▸ **What to work on**
Search the listing for the word "transform" and return each line that contains it.

........

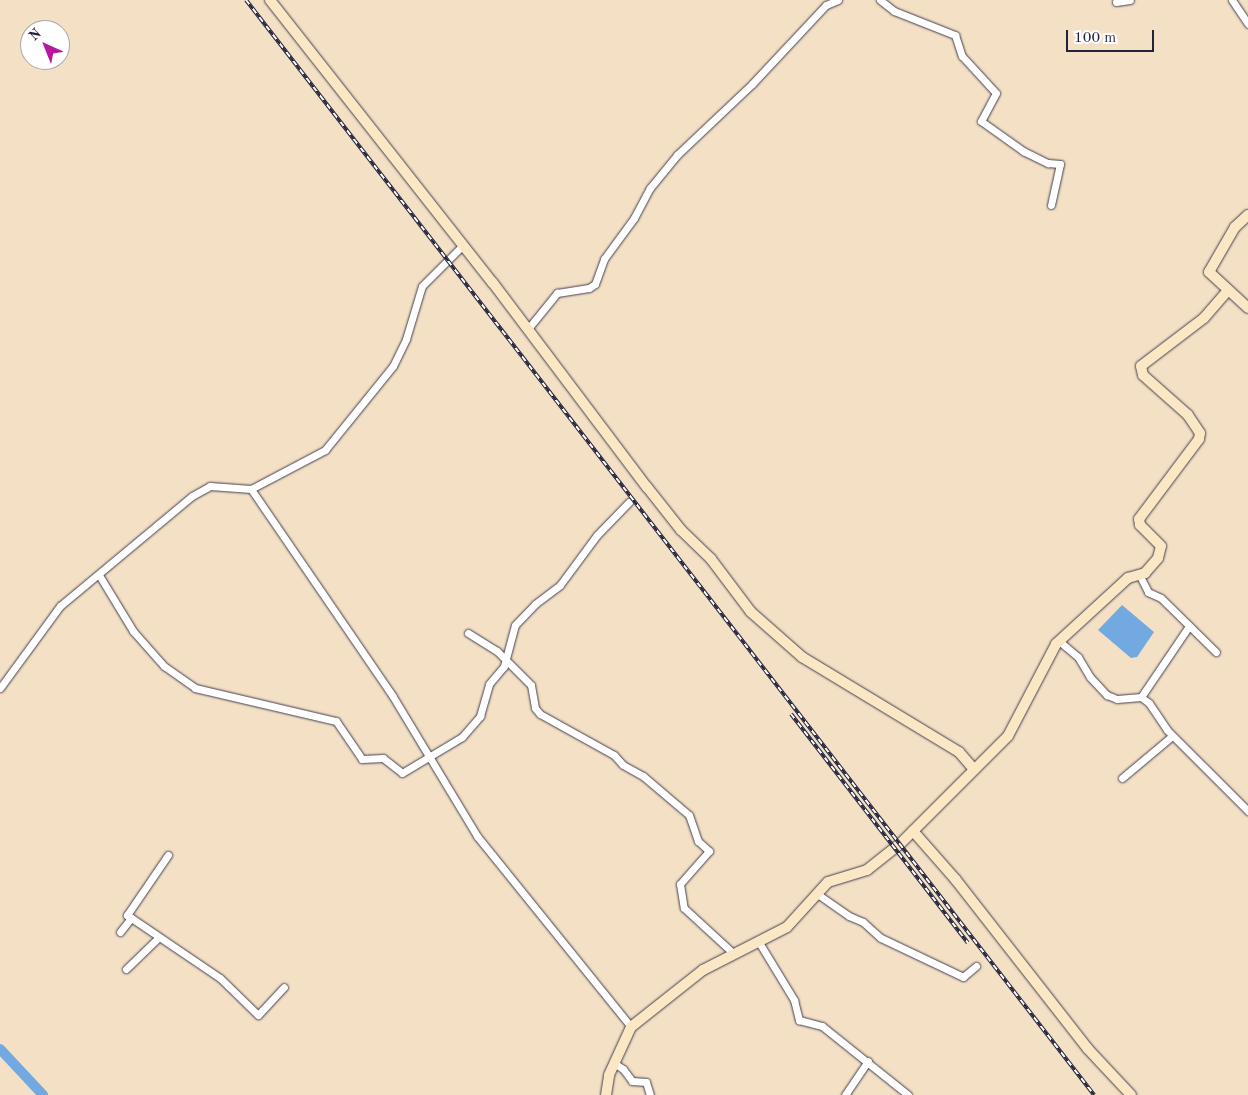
<!DOCTYPE html>
<style>
body{margin:0}
#map{position:relative;width:1248px;height:1095px;overflow:hidden;background:#f4e0c5;font-family:"Old Standard TT",serif}
div>[style]{position:absolute}
[style*='--x']{left:calc(var(--x)*1px);top:calc(var(--y)*1px);width:calc(var(--w)*1px);rotate:calc(var(--a)*1deg)}
.water>*{inset:0;background:#71a9e0}
.river>*{height:10px;margin:-5px;padding:0 5px;transform-origin:5px;border-radius:5px;background:#71a9e0}
.roads{filter:drop-shadow(0 0 1px #423e50) drop-shadow(0 0 1px #423e50)}
.street>*{height:7px;margin:-3.5px;padding:0 3.5px;transform-origin:3.5px;border-radius:3.5px;background:#fff}
.secondary>*{height:10px;margin:-5px;padding:0 5px;transform-origin:5px;border-radius:5px;background:#fbe7c3}
.rail>*{height:4px;margin-top:-2px;transform-origin:0;background:repeating-linear-gradient(90deg,#fff 0 5.5px,#22223b 0 11px);box-sizing:border-box;border-block:1px solid #22223b}
span{translate:-50% -50%;white-space:nowrap;text-align:center;line-height:1.15;-webkit-text-stroke:4px #fff;paint-order:stroke}
.north{position:absolute;left:20px;top:20px;width:50px;height:50px;box-sizing:border-box;background:#fff;border:1px solid #a7a7b1;border-radius:50%;rotate:316deg;font-size:14px;font-weight:700;line-height:20px;text-align:center;color:#22223b}
.north::after{content:'';display:block;margin:auto;width:18px;height:22px;background:#b5179e;clip-path:polygon(50% 0,100% 100%,50% 72%,0 100%)}
.scale{position:absolute;left:1066px;top:30px;width:88px;height:22px;box-sizing:border-box;border:2px solid #22223b;border-top:0;padding-left:6px;font-size:15px;line-height:18px;white-space:nowrap;color:#22223b;-webkit-text-stroke:4px #fff;paint-order:stroke}
</style>
<div id="map">
<div class="water">
<div style="clip-path:polygon(1122px 605px,1154px 632px,1137px 657px,1131px 658px,1098px 630px)"></div>
</div>
<div class="river">
<div style="--x:0;--y:1049;--w:63;--a:46.9"></div>
</div>
<div class="roads">
<div class="street">
<div style="--x:880;--y:0;--w:18;--a:38"></div>
<div style="--x:894;--y:11;--w:66;--a:21.5"></div>
<div style="--x:955;--y:35;--w:22;--a:72"></div>
<div style="--x:962;--y:56;--w:50;--a:47.4"></div>
<div style="--x:996;--y:93;--w:32;--a:118"></div>
<div style="--x:981;--y:121;--w:52;--a:35.5"></div>
<div style="--x:1023;--y:151;--w:28;--a:26"></div>
<div style="--x:1048;--y:163;--w:12;--a:5"></div>
<div style="--x:1060;--y:164;--w:42;--a:102.4"></div>
<div style="--x:1232;--y:0;--w:29;--a:56"></div>
<div style="--x:1116;--y:2;--w:14;--a:-8"></div>
<div style="--x:527;--y:330;--w:48;--a:-51"></div>
<div style="--x:557;--y:293;--w:32;--a:-9"></div>
<div style="--x:589;--y:288;--w:7;--a:-34"></div>
<div style="--x:595;--y:284;--w:27;--a:-70"></div>
<div style="--x:604;--y:259;--w:51;--a:-53.8"></div>
<div style="--x:634;--y:218;--w:34;--a:-62"></div>
<div style="--x:650;--y:188;--w:43;--a:-50.7"></div>
<div style="--x:677;--y:155;--w:103;--a:-43.4"></div>
<div style="--x:752;--y:84;--w:108;--a:-46.9"></div>
<div style="--x:826;--y:5;--w:13;--a:-23"></div>
<div style="--x:251;--y:489;--w:250;--a:55.6"></div>
<div style="--x:392;--y:695;--w:165;--a:58.9"></div>
<div style="--x:477;--y:836;--w:245;--a:51.1"></div>
<div style="--x:99;--y:575;--w:66;--a:58.7"></div>
<div style="--x:133;--y:631;--w:47;--a:48.5"></div>
<div style="--x:164;--y:666;--w:38;--a:35"></div>
<div style="--x:195;--y:688;--w:145;--a:13.2"></div>
<div style="--x:336;--y:721;--w:46;--a:55.6"></div>
<div style="--x:362;--y:759;--w:21;--a:-3"></div>
<div style="--x:383;--y:758;--w:24;--a:38"></div>
<div style="--x:402;--y:773;--w:70;--a:-31"></div>
<div style="--x:462;--y:737;--w:28;--a:-49"></div>
<div style="--x:480;--y:716;--w:33;--a:-74"></div>
<div style="--x:489;--y:684;--w:23;--a:-50"></div>
<div style="--x:504;--y:666;--w:42;--a:-75"></div>
<div style="--x:515;--y:625;--w:29;--a:-46"></div>
<div style="--x:535;--y:604;--w:31;--a:-37"></div>
<div style="--x:560;--y:585;--w:62;--a:-53.5"></div>
<div style="--x:597;--y:535;--w:46;--a:-45.9"></div>
<div style="--x:1140;--y:576;--w:18;--a:63"></div>
<div style="--x:1148;--y:592;--w:14;--a:25"></div>
<div style="--x:1161;--y:598;--w:77;--a:44.5"></div>
<div style="--x:468;--y:633;--w:34;--a:32"></div>
<div style="--x:497;--y:651;--w:48;--a:45"></div>
<div style="--x:531;--y:685;--w:23;--a:80"></div>
<div style="--x:535;--y:708;--w:8;--a:50"></div>
<div style="--x:540;--y:714;--w:85;--a:29"></div>
<div style="--x:614;--y:755;--w:13;--a:48"></div>
<div style="--x:623;--y:765;--w:23;--a:29"></div>
<div style="--x:643;--y:776;--w:60;--a:40.3"></div>
<div style="--x:689;--y:815;--w:28;--a:71"></div>
<div style="--x:698;--y:841;--w:15;--a:42"></div>
<div style="--x:709;--y:851;--w:44;--a:131.3"></div>
<div style="--x:680;--y:884;--w:24;--a:81"></div>
<div style="--x:684;--y:908;--w:68;--a:42.6"></div>
<div style="--x:1059;--y:641;--w:25;--a:40"></div>
<div style="--x:1078;--y:657;--w:23;--a:59"></div>
<div style="--x:1090;--y:677;--w:25;--a:47"></div>
<div style="--x:1107;--y:695;--w:11;--a:22"></div>
<div style="--x:1117;--y:699;--w:24;--a:-5"></div>
<div style="--x:1141;--y:697;--w:10;--a:37"></div>
<div style="--x:1149;--y:703;--w:32;--a:56"></div>
<div style="--x:1167;--y:730;--w:115;--a:45"></div>
<div style="--x:0;--y:688;--w:102;--a:-53.8"></div>
<div style="--x:60;--y:606;--w:172;--a:-39.8"></div>
<div style="--x:192;--y:496;--w:21;--a:-29"></div>
<div style="--x:210;--y:486;--w:41;--a:4.2"></div>
<div style="--x:251;--y:489;--w:84;--a:-27.8"></div>
<div style="--x:325;--y:450;--w:108;--a:-51"></div>
<div style="--x:393;--y:366;--w:30;--a:-64"></div>
<div style="--x:406;--y:339;--w:55;--a:-73.2"></div>
<div style="--x:422;--y:286;--w:58;--a:-45"></div>
<div style="--x:1141;--y:697;--w:86;--a:-55.9"></div>
<div style="--x:1122;--y:778;--w:65;--a:-40"></div>
<div style="--x:168;--y:855;--w:73;--a:124.3"></div>
<div style="--x:127;--y:915;--w:112;--a:34.1"></div>
<div style="--x:220;--y:978;--w:53;--a:44.2"></div>
<div style="--x:258;--y:1015;--w:38;--a:-47"></div>
<div style="--x:816;--y:893;--w:40;--a:34.9"></div>
<div style="--x:849;--y:916;--w:15;--a:23"></div>
<div style="--x:863;--y:922;--w:24;--a:42"></div>
<div style="--x:881;--y:938;--w:91;--a:25.4"></div>
<div style="--x:963;--y:977;--w:17;--a:-40"></div>
<div style="--x:120;--y:932;--w:18;--a:-52"></div>
<div style="--x:760;--y:944;--w:66;--a:58.7"></div>
<div style="--x:794;--y:1000;--w:21;--a:76"></div>
<div style="--x:799;--y:1020;--w:24;--a:15"></div>
<div style="--x:822;--y:1026;--w:110;--a:38.7"></div>
<div style="--x:126;--y:969;--w:45;--a:-44.1"></div>
<div style="--x:614;--y:1063;--w:11;--a:34"></div>
<div style="--x:623;--y:1069;--w:15;--a:53"></div>
<div style="--x:632;--y:1081;--w:14;--a:4"></div>
<div style="--x:646;--y:1082;--w:14;--a:73"></div>
<div style="--x:845;--y:1095;--w:41;--a:-55.9"></div>
</div>
<div class="secondary">
<div style="--x:270;--y:0;--w:360;--a:51.8"></div>
<div style="--x:493;--y:283;--w:256;--a:53"></div>
<div style="--x:647;--y:487;--w:55;--a:51.7"></div>
<div style="--x:681;--y:530;--w:42;--a:44"></div>
<div style="--x:711;--y:559;--w:66;--a:53"></div>
<div style="--x:751;--y:612;--w:68;--a:41.4"></div>
<div style="--x:802;--y:657;--w:184;--a:31.2"></div>
<div style="--x:959;--y:752;--w:23;--a:49"></div>
<div style="--x:1248;--y:215;--w:18;--a:137"></div>
<div style="--x:1235;--y:227;--w:52;--a:120"></div>
<div style="--x:1209;--y:272;--w:53;--a:42.7"></div>
<div style="--x:913;--y:831;--w:65;--a:48.7"></div>
<div style="--x:956;--y:880;--w:214;--a:52"></div>
<div style="--x:1088;--y:1049;--w:63;--a:46.9"></div>
<div style="--x:606;--y:1095;--w:20;--a:-81"></div>
<div style="--x:609;--y:1075;--w:53;--a:-65.4"></div>
<div style="--x:631;--y:1027;--w:92;--a:-38.4"></div>
<div style="--x:703;--y:970;--w:94;--a:-27.1"></div>
<div style="--x:787;--y:927;--w:61;--a:-47.7"></div>
<div style="--x:828;--y:882;--w:41;--a:-17.1"></div>
<div style="--x:867;--y:870;--w:43;--a:-38.5"></div>
<div style="--x:901;--y:843;--w:151;--a:-45"></div>
<div style="--x:1008;--y:736;--w:104;--a:-62.4"></div>
<div style="--x:1056;--y:644;--w:98;--a:-42.5"></div>
<div style="--x:1128;--y:578;--w:18;--a:-16"></div>
<div style="--x:1145;--y:573;--w:20;--a:-49"></div>
<div style="--x:1158;--y:558;--w:12;--a:-76"></div>
<div style="--x:1161;--y:546;--w:30;--a:-135"></div>
<div style="--x:1140;--y:525;--w:6;--a:-99"></div>
<div style="--x:1139;--y:519;--w:100;--a:-53.1"></div>
<div style="--x:1199;--y:439;--w:6;--a:-81"></div>
<div style="--x:1200;--y:433;--w:22;--a:-124"></div>
<div style="--x:1188;--y:415;--w:60;--a:-138.4"></div>
<div style="--x:1143;--y:375;--w:9;--a:-103"></div>
<div style="--x:1141;--y:366;--w:79;--a:-37.3"></div>
<div style="--x:1204;--y:318;--w:37;--a:-49"></div>
</div>
</div>
<div class="rail">
<div style="--x:246;--y:0;--w:1385;--a:52.24"></div>
<div style="--x:791;--y:714;--w:289;--a:52.3"></div>
</div>
<div class="north">N</div>
<div class="scale">100 m</div>
</div>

........

▸ **Answer to the exercise**
.river>*{height:10px;margin:-5px;padding:0 5px;transform-origin:5px;border-radius:5px;background:#71a9e0}
.street>*{height:7px;margin:-3.5px;padding:0 3.5px;transform-origin:3.5px;border-radius:3.5px;background:#fff}
.secondary>*{height:10px;margin:-5px;padding:0 5px;transform-origin:5px;border-radius:5px;background:#fbe7c3}
.rail>*{height:4px;margin-top:-2px;transform-origin:0;background:repeating-linear-gradient(90deg,#fff 0 5.5px,#22223b 0 11px);box-sizing:border-box;border-block:1px solid #22223b}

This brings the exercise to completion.